Bizim gibi terörle başı dertte olan Pakistan bir yandan da komşusu Afganistan ile istenmeyen sorunlar yaşıyor. Oysa Pakistan Afganlılara kapılarını açmış ve ekmeğini onlarla paylaşacak kadar cömert davranmış. Hala ülkede yaklaşık 1,5 milyon Afganlı mülteci barınmasına rağmen ABD ve emperyalistlerin telkinleriyle Afganlı idarecilerin Pakistan’a karşı olumsuz siyaset uyguladıklarına üzülerek şahit oluyoruz.

İşte Türkiye bu fitnenin daha derinleşmemesi için araya girerek doğrudan sorunların halledilmesi ve emperyalistlerin oyununun bozulması için gayret sarf etmesi sevindirici bir gelişmedir. 31 Mart’ta yapılacak Mahalli seçimlerden sonra ülkemizde üçlü, Türkiye, Pakistan ve Afganistan zirvesi kaldığı yerden devam edecek. Bölgedeki sözde din ve etnik temelli terör örgütlerine birlikte mücadele edecekler. Batılı devletlerin başımıza bela ettiği terör örgütlerinden hala zarar gören ülkeler olarak ortak hareket etmemiz beraberinde kesin başarıyı getirecektir.
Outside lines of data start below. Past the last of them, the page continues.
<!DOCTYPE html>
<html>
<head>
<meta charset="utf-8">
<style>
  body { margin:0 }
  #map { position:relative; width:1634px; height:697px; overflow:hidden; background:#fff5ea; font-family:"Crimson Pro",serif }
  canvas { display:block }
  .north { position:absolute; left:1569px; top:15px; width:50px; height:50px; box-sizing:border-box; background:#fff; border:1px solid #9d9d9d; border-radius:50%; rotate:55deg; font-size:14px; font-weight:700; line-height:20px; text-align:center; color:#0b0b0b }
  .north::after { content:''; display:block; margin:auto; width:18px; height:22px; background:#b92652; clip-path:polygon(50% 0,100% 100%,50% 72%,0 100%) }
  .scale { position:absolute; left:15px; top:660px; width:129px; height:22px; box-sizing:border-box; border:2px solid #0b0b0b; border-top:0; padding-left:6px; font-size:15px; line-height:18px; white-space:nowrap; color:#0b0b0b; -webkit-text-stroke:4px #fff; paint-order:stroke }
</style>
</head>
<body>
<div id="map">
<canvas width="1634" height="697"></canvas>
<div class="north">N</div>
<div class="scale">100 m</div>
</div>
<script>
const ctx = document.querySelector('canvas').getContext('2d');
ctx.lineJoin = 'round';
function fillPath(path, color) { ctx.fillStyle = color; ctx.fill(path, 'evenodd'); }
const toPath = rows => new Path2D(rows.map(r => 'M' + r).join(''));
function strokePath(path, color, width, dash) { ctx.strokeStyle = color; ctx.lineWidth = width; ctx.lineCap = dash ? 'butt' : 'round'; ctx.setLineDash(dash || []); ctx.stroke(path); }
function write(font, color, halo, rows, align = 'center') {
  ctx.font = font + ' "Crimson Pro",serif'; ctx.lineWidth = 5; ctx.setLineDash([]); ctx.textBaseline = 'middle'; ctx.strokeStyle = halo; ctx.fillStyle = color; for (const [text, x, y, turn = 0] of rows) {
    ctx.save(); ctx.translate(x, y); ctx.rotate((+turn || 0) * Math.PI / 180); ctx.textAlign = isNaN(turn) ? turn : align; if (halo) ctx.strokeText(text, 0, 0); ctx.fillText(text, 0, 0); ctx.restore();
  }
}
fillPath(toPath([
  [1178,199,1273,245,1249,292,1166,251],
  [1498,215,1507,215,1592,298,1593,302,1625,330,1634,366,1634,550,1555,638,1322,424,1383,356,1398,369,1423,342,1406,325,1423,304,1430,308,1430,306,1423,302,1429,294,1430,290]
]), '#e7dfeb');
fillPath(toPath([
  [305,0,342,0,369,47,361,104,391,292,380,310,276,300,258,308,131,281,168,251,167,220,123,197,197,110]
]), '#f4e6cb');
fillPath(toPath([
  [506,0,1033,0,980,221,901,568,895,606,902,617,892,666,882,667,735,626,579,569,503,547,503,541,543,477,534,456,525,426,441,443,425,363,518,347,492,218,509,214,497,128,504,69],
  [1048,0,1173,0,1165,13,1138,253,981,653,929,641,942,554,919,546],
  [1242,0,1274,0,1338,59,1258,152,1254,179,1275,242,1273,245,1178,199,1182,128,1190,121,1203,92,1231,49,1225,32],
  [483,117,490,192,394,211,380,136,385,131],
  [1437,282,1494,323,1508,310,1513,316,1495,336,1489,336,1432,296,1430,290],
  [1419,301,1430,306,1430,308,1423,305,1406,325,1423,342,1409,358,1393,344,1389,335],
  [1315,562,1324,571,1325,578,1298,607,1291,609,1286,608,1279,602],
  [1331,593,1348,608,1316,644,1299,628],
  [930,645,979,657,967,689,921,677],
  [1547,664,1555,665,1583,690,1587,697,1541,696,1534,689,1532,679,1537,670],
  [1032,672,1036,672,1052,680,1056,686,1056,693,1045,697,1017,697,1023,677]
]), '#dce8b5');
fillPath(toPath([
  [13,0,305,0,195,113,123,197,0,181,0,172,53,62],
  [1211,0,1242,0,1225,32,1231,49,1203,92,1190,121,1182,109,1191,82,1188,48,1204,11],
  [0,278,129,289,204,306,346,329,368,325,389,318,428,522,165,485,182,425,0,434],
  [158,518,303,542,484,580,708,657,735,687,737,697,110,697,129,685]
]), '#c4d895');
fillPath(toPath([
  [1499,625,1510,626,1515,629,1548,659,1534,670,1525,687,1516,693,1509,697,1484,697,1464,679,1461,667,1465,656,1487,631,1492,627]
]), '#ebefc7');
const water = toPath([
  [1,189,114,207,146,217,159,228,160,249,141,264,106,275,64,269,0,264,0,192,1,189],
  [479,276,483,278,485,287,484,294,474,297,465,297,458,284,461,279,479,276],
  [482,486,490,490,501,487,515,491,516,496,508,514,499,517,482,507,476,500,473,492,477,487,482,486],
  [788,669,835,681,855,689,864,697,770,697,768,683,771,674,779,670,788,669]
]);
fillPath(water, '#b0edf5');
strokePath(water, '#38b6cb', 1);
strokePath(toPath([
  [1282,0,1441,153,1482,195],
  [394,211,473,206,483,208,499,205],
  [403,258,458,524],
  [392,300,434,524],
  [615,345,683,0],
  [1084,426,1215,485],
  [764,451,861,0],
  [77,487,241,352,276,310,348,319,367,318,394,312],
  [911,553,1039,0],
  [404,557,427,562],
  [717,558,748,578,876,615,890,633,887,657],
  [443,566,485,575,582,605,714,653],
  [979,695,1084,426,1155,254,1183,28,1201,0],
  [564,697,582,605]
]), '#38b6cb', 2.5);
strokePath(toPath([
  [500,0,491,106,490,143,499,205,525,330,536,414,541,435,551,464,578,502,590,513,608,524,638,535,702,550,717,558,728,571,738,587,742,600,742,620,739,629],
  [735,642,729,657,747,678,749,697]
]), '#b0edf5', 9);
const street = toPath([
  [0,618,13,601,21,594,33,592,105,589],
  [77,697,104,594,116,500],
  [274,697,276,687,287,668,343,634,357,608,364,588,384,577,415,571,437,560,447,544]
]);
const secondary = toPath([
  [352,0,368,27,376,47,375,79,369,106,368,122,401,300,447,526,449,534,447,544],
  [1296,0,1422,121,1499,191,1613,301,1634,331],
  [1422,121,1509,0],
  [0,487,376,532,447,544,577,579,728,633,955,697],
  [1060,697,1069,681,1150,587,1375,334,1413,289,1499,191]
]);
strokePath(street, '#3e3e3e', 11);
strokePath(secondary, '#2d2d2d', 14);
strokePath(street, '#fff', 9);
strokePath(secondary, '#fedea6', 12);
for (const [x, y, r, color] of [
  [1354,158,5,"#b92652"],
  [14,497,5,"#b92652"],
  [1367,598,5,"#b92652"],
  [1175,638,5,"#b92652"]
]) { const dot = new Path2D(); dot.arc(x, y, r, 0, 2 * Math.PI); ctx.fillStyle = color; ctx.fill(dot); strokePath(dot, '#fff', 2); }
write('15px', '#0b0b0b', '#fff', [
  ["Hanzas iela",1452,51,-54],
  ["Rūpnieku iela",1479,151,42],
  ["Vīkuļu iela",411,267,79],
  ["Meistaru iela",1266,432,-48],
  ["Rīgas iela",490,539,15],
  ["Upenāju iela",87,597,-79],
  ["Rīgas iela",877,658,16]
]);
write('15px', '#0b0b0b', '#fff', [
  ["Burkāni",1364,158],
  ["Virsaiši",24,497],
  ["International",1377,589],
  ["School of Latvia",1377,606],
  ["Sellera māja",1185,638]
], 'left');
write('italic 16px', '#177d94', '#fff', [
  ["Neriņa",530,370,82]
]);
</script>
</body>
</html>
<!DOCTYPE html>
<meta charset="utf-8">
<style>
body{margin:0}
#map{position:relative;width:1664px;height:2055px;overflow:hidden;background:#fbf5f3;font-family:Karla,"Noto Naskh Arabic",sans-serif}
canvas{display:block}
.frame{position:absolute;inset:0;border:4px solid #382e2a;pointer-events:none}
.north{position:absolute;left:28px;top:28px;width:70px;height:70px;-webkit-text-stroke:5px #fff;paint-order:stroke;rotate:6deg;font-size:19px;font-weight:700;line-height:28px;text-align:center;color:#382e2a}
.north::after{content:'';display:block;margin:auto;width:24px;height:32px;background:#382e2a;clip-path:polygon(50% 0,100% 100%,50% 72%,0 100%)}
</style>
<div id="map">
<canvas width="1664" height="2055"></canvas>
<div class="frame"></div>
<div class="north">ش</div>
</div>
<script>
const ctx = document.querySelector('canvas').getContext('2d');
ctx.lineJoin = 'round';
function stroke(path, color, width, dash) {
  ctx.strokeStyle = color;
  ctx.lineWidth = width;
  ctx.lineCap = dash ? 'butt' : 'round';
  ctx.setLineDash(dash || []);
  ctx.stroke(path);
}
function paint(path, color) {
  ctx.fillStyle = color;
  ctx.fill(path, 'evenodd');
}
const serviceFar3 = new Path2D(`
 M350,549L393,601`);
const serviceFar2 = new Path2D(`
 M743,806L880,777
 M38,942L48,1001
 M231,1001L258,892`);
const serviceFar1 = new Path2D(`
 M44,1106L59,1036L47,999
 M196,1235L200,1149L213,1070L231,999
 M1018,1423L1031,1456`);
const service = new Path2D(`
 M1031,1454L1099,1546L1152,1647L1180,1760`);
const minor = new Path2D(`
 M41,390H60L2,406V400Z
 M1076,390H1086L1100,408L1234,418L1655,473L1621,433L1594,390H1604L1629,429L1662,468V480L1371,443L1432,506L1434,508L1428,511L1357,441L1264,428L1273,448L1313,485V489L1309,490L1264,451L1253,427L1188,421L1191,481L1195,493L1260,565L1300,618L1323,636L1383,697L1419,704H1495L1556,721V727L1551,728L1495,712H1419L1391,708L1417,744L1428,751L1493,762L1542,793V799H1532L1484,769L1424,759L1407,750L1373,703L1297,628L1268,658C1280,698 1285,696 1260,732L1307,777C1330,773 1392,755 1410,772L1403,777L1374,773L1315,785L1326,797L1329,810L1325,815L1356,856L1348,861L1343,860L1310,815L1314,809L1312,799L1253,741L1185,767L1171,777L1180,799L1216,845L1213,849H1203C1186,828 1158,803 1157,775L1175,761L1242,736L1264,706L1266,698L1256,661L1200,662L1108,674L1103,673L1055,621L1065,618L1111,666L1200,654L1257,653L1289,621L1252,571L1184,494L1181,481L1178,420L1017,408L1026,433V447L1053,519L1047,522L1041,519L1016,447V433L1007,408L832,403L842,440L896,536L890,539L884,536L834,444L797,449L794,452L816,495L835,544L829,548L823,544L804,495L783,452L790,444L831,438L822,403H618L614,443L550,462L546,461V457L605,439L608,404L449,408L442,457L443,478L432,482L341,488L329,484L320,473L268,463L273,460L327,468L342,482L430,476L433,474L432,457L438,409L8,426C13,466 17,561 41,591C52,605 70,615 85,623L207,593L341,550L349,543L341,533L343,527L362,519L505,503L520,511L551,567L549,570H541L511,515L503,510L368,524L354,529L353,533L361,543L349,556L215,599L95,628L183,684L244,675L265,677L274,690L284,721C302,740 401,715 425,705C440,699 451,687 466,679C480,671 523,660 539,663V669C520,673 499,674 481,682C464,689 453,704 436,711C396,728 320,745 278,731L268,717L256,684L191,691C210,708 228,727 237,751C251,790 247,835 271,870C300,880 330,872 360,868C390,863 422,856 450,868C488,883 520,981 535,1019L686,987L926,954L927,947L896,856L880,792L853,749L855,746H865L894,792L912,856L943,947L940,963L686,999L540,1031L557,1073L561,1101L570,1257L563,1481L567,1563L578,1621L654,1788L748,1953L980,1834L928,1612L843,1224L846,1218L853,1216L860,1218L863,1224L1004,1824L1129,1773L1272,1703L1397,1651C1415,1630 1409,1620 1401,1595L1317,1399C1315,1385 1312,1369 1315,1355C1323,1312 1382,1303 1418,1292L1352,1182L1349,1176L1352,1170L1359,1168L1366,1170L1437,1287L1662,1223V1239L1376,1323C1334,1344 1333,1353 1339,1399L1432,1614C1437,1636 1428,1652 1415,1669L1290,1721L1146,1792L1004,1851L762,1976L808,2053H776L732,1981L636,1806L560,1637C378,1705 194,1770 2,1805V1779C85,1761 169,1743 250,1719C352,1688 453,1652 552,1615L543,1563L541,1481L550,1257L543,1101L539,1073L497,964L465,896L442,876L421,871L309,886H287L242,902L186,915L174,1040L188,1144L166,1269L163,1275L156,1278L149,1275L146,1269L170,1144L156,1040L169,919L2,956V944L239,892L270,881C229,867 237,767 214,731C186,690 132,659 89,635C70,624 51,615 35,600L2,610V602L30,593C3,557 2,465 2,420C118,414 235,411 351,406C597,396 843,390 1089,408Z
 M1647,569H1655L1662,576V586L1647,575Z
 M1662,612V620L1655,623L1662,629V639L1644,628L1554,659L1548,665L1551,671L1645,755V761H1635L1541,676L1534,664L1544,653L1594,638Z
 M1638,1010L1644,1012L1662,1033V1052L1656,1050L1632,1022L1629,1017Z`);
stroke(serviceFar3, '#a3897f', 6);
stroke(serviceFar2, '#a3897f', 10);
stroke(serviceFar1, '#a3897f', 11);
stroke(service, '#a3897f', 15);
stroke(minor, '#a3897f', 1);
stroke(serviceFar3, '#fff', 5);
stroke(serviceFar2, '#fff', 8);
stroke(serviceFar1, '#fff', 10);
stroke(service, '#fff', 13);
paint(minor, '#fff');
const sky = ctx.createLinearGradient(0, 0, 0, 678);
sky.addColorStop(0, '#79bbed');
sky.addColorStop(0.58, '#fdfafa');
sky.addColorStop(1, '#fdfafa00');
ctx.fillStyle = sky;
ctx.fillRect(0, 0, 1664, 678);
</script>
Halkları tarafından sevilen iki liderin önemli ve başarılı iş birliği hepimizi memnun etmiştir. Ancak düşmanları da rahatsız ettiğini, Arabistan ve BAE gibi Siyonistlerin emrindeki FETÖ gibi terör kafalıların aramızı açmasına izin vermemeliyiz. Gelişmelerin her iki dost ve kardeşlerimizin yararına olduğunu tekrar dile getirerek toplumlarımızın karşılıklı refah, huzur ve barış içerisinde yaşamaları için atalarımızdan bize kalan söz konusu dostluğu daha da ileriye götürmek zorundayız.